The first improvement had to be technology. With social distancing and people required to work from home, businesses had to adapt quickly and make use of the tools around them to continue operating. At Alternative Bridging Corporation, we introduced new processes and technology to ensure that we could continue to provide new lending throughout the pandemic. We made use of video link technology on Microsoft Teams, Zoom and WhatsApp to carry out face-to-face conversations with brokers and clients, and we adapted our processes to ensure we could continue to function efficiently and effectively.

Ensuring business continuity was the first step. It was then important to respond to the changing demands of customers. Bridging, by its nature, is most useful during periods of uncertainty, as it provides a financial bridge to a time when greater certainty can be secured. It was clear that there was high demand from clients and that they wanted access to funding that offered both flexibility and certainty. At Alternative Bridging, we responded to this by revamping and relaunching our Alternative overdraft product, which delivers a flexible loan facility, enabling borrowers the opportunity to draw, repay or reduce funds to match their needs. This is the sort of product that will enable clients the flexibility to improve their situation or make the most of an opportunity in a rapidly changing environment.

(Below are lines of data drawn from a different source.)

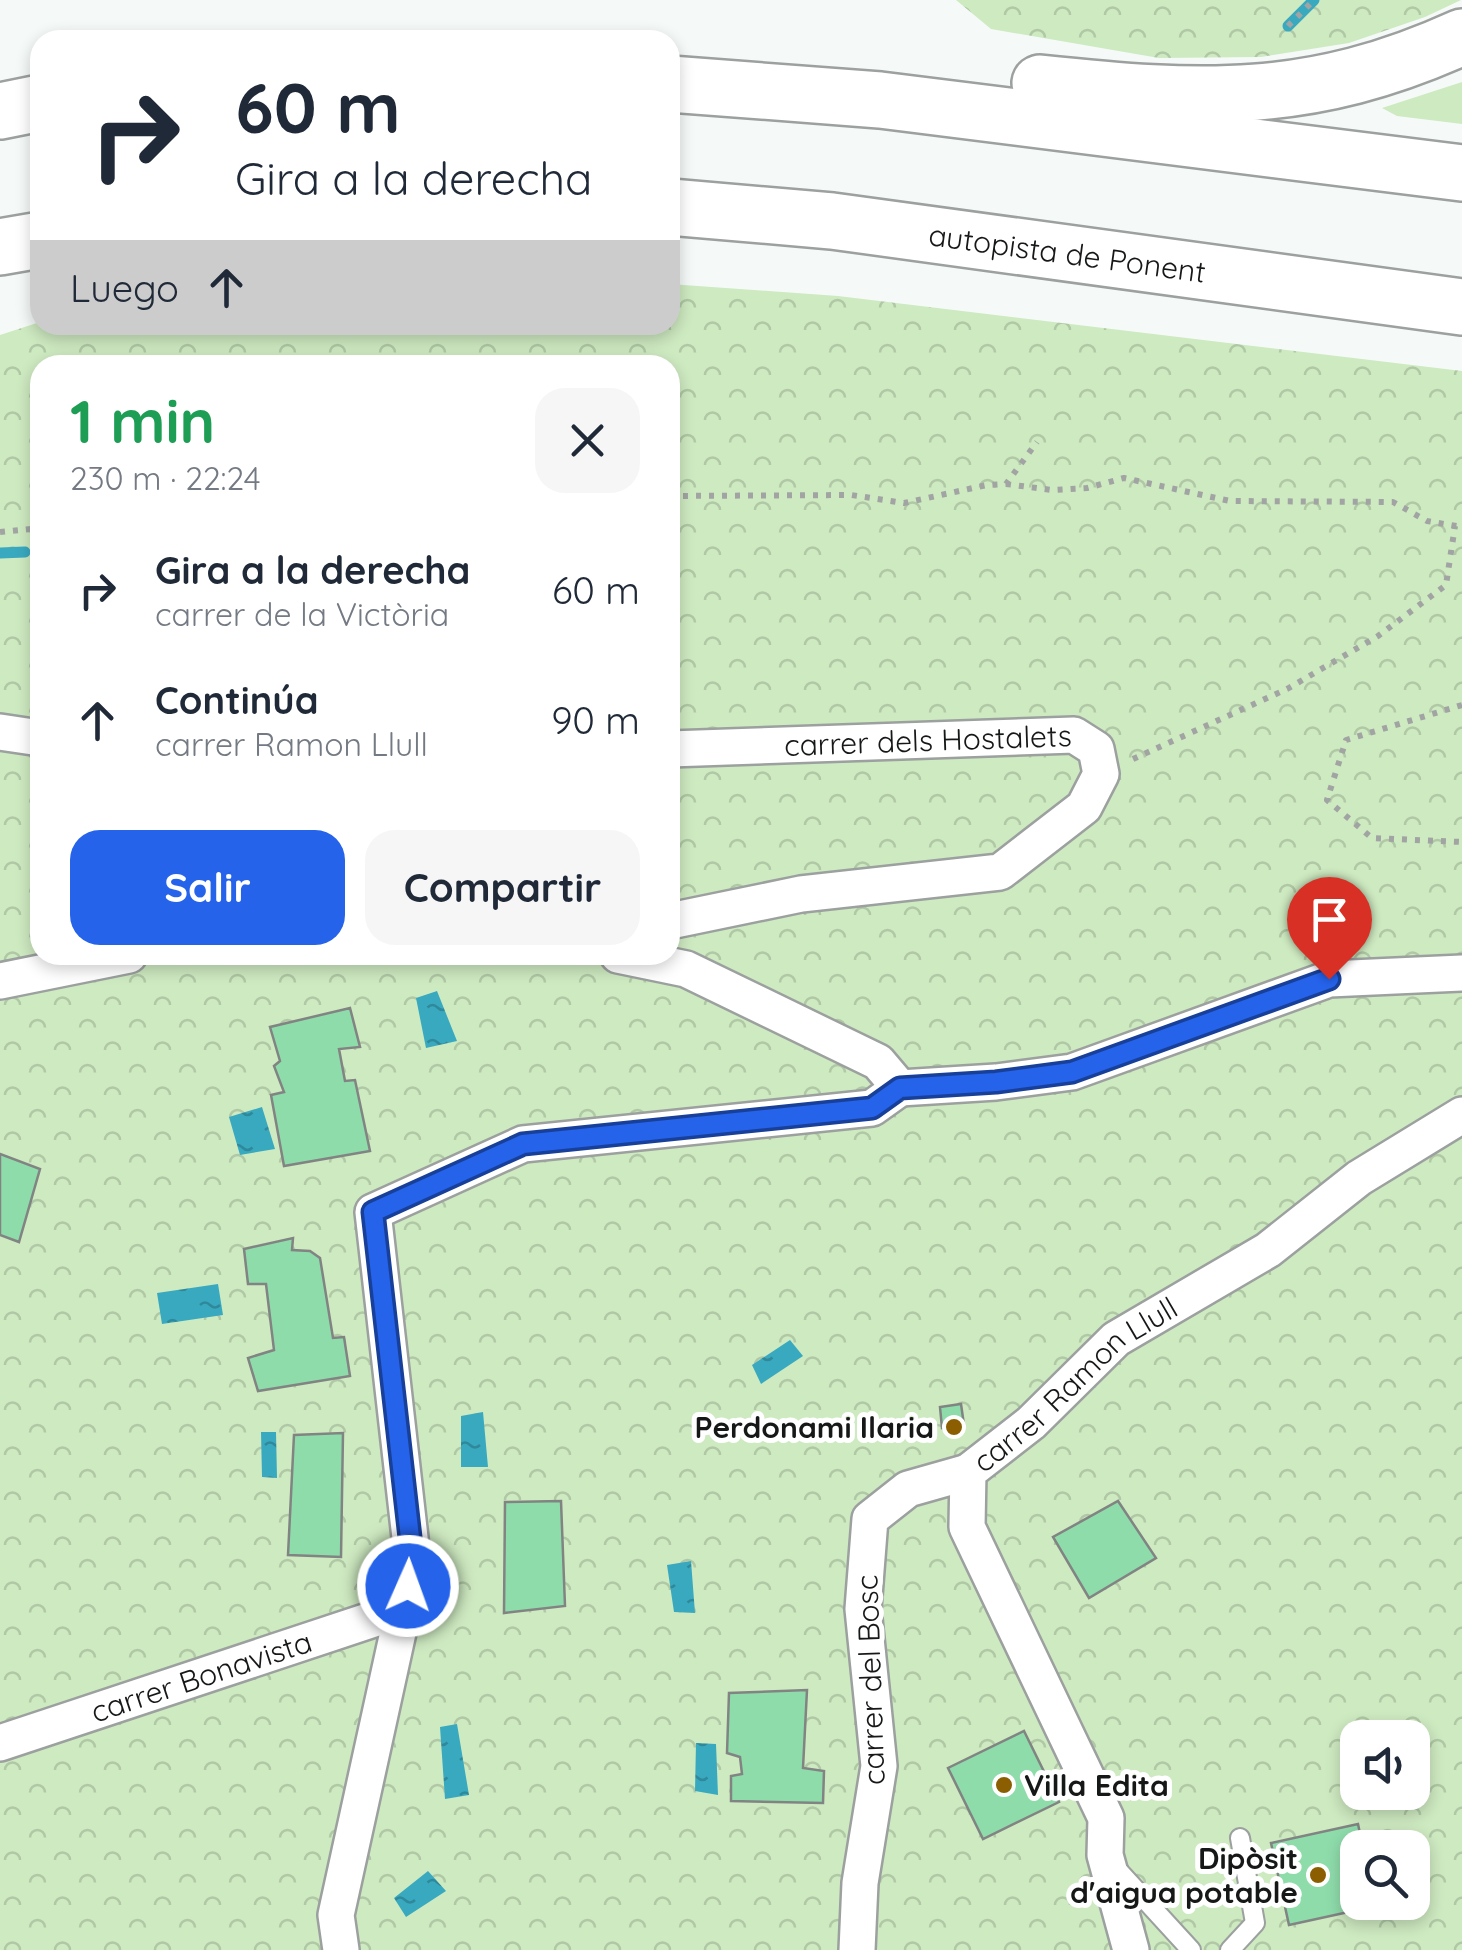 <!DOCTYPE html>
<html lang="es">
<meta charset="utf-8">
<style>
body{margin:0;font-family:Quicksand,sans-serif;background:#f6f6f7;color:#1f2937;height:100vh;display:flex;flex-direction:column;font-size:38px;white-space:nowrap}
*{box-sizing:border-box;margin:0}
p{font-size:32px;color:#747a83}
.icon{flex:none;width:55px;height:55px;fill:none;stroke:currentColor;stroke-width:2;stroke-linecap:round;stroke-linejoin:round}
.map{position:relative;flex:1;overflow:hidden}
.panel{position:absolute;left:30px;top:355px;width:650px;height:610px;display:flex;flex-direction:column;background:#fff;border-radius:30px;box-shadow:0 5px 15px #0003}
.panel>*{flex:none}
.guide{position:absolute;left:30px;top:30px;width:650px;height:305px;border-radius:30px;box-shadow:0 5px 15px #0003;background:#fff;color:#1f2937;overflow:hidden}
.fabs{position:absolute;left:1340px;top:1720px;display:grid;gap:20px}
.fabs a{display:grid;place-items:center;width:90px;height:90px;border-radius:20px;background:#fff;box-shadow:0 5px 15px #0003;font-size:50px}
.pin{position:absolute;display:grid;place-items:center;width:85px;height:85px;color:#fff;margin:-102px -42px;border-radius:50% 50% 50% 0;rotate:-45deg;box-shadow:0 0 10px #0007}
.pin .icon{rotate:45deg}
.me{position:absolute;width:110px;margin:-55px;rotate:2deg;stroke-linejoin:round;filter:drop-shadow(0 0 8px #0008)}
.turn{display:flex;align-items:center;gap:35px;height:210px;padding:0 40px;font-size:45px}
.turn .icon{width:130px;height:130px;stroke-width:2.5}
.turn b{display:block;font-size:70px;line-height:85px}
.then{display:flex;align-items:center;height:95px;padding:0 40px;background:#0003;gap:20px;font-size:38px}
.round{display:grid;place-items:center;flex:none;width:105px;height:105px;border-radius:30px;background:#f6f6f7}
.summary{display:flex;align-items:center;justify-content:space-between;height:170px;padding:0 40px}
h1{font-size:60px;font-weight:700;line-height:75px;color:#1e9e55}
.primary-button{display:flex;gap:20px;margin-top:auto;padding:20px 40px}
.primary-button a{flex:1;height:115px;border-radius:30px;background:#2563eb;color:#fff;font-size:40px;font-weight:700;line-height:115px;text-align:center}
.primary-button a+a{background:#f6f6f7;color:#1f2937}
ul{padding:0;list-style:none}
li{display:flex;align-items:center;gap:30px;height:130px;padding:0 40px}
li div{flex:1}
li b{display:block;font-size:38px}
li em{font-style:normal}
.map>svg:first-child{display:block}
.green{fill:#ceeac1}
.forest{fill:url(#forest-crowns);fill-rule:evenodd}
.water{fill:url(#water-ripples)}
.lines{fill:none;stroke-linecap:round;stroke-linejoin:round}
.stream{stroke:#39a9c0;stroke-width:11}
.building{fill:#8fdcab;stroke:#818482;stroke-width:2.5}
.service-casing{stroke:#9ca09f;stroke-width:22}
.minor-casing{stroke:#9ca09f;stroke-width:40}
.motorway-casing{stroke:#9ca09f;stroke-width:60}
.path{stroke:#a1a4a3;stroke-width:6;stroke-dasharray:5 8;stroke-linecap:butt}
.service{stroke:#fff;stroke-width:18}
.minor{stroke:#fff;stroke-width:35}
.motorway{stroke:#fff;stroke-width:55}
.route-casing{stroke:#184099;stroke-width:25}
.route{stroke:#2563eb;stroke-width:18}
.poi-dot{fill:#8b5e01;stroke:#fff;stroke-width:4}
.labels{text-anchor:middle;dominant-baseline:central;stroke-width:10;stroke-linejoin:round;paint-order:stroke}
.street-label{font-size:30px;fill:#161817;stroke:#fff}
.poi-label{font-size:30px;font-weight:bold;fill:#161817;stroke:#fff;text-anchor:end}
</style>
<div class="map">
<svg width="1462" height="1950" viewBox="0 0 1462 1950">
<defs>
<pattern id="forest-crowns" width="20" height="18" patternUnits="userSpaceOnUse" patternTransform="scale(2.5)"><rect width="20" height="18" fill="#ceeac1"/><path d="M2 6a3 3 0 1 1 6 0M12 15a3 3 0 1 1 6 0" fill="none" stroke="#b0c8a5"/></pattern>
<pattern id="water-ripples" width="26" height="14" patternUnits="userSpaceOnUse" patternTransform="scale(2.5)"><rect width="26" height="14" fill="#39a9c0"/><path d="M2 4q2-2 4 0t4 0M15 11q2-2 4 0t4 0" fill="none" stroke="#2f899b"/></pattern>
</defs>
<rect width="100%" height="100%" fill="#f5faf8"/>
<path class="green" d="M1462,82V124L1397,116L1382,108Z"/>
<path class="forest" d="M956,0H1461L1425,17L1349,43L1261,57L1159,58L991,29Z
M670,284L838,296L1462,371V1950H0V335L40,322V325H670ZM40,365H670V955H40ZM1358,1738H1412V1792H1358ZM1358,1848H1412V1902H1358Z"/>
<path class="water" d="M437,991L457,1041L426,1048L416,998Z
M262,1107L275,1149L240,1155L229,1117Z
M218,1284L223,1315L162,1324L157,1293Z
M790,1340L803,1356L761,1384L752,1365Z
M483,1412L488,1467H461V1416Z
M261,1432H276L277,1478L262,1477Z
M691,1561L695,1613L674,1612L667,1565Z
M457,1724L469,1795L445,1799L440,1727Z
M696,1743L716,1744L718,1795L695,1791Z
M428,1871L446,1891L406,1917L394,1898Z"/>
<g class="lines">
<path class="stream" d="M1288,26L1314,0
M0,553L25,552"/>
</g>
<path class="building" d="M350,1008L360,1047L339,1049L345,1081L355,1080L370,1151L284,1166L271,1095L284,1092L274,1066L280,1061L270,1027Z
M0,1154L40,1169L19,1242L0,1235Z
M293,1238L292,1250L310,1251L320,1258L333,1338L344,1337L350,1376L258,1391L248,1358L274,1350L266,1284H248L244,1249Z
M961,1404L964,1425L942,1428L940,1407Z
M343,1433L341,1557L288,1555L294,1435Z
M561,1501L565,1606L504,1613L505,1502Z
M1118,1501L1156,1558L1089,1598L1053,1537Z
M807,1690L803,1768L824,1771L823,1803L731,1801V1776L742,1774L740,1757L727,1753L729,1693Z
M1024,1731L1059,1802L983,1839L948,1768Z
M1358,1824L1363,1848H1358V1902H1375L1376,1906L1289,1925L1271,1843Z"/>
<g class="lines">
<defs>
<path id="service" d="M1115,1867L1191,1950
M1230,1950L1255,1923L1240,1838"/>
<g id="minor">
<path d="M0,732L40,738"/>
<path id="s1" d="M670,749L1074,735L1096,749L1101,774L1084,807L1000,872L801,894L670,921"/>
<path d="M618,955L686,969L878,1062L900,1088L996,1082L1072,1072L1329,979L1462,973"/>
<path d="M0,981L129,955"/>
<path id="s2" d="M0,1743L404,1609"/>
<path d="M341,1950L336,1915L413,1564L373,1212L523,1144L872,1108L900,1088"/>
<path d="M857,1950L860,1883L879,1766L863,1609L870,1519L908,1489L968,1472"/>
<path id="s3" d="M1131,1950L1105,1855L1106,1818L967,1527L968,1472L1031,1423L1116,1339L1268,1250L1359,1178L1462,1115"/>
</g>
<g id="motorway">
<path d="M1040,83C1201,100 1310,106 1462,37"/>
<path d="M670,84L880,100L1462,173"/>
<path d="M0,111L40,103"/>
<path id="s4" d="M670,207L832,221L1462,307"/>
<path d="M0,247L40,240"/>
</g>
</defs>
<use href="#service" class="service-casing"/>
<use href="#minor" class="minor-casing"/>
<use href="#motorway" class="motorway-casing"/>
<path class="path" d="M1288,26L1314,0
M1006,484L1052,490L1087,488L1124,478L1230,501L1393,502L1427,521L1462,527
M670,496L851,495L904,503L987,485L1006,484L1037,442
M0,532L40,528
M1462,705L1346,740L1327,800L1372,838L1462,842
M1133,759L1287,689L1378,636L1446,585L1455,526"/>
<use href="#service" class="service"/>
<use href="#minor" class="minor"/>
<use href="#motorway" class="motorway"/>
</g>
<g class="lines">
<defs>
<path id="route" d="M408,1586L413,1564L373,1212L523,1144L872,1108L900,1088L996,1082L1072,1072L1329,979"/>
</defs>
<use href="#route" class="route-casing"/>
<use href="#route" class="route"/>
</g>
<g class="poi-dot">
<circle cx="954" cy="1427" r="10"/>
<circle cx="1004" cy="1785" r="10"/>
<circle cx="1318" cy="1875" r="10"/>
</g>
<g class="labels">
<g class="street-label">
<text stroke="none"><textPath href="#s4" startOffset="400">autopista de Ponent</textPath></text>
<text stroke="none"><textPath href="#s1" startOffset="258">carrer dels Hostalets</textPath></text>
<text stroke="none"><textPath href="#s3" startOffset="652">carrer Ramon Llull</textPath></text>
<text stroke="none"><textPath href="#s2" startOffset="212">carrer Bonavista</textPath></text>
<text transform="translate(870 1680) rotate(-92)">carrer del Bosc</text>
</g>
<g class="poi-label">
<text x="934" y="1427">Perdonami Ilaria</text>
<text x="1024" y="1785" text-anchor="start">Villa Edita</text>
<text x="1298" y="1858">Dipòsit<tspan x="1298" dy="34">d'aigua potable</tspan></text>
</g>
</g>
</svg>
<div class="fabs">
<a><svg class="icon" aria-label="sound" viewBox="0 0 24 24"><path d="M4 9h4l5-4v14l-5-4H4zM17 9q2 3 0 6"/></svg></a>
<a><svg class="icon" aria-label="search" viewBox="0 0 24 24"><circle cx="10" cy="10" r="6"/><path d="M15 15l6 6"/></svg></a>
</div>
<div class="pin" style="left:1329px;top:979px;background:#d93025"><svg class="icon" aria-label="arrive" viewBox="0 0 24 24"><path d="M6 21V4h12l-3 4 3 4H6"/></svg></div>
<svg class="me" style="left:408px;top:1586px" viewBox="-20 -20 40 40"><circle r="17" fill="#2563eb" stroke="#fff" stroke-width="3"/><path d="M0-11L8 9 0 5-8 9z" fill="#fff"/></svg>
<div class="guide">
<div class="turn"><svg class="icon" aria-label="right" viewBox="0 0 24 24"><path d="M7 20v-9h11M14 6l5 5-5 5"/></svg><div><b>60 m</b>Gira a la derecha</div></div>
<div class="then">Luego<svg class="icon" aria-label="ahead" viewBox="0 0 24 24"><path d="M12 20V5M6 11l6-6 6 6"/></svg></div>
</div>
<section class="panel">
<div class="summary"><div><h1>1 min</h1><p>230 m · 22:24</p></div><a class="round"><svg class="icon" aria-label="close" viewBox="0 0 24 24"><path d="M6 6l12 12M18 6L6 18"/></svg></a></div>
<ul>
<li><svg class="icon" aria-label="right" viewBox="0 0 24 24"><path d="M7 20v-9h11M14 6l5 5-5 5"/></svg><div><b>Gira a la derecha</b><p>carrer de la Victòria</p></div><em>60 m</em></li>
<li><svg class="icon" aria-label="ahead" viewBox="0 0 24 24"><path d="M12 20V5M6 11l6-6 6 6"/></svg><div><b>Continúa</b><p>carrer Ramon Llull</p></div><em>90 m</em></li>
</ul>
<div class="primary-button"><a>Salir</a><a>Compartir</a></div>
</section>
</div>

Towards the end of the year, it was emerging that speed — or rather the lack of it — was proving a problem for many customers who were being held up in long delays with term lenders, while average times for the completion of bridging loans were also stretching out. As a result, another innovation in response to the changing market, was a commitment to keeping things simple and delivering on the fundamental principles of bridging lending. In an environment where the average completion time for a bridging loan has reportedly extended, it was still possible to deliver completions in as little as four days, as we demonstrated with a refurbishment loan that was advanced on a property in north London in November.

A combination of technology, flexibility and speed helped the bridging industry to navigate a treacherous year in 2020 and come out on the front foot. As we move into 2021, with a vaccine already beginning to be rolled out, we are in a good position to continue the recovery. In order to do this, we must continue to innovate, and I have every confidence that we will.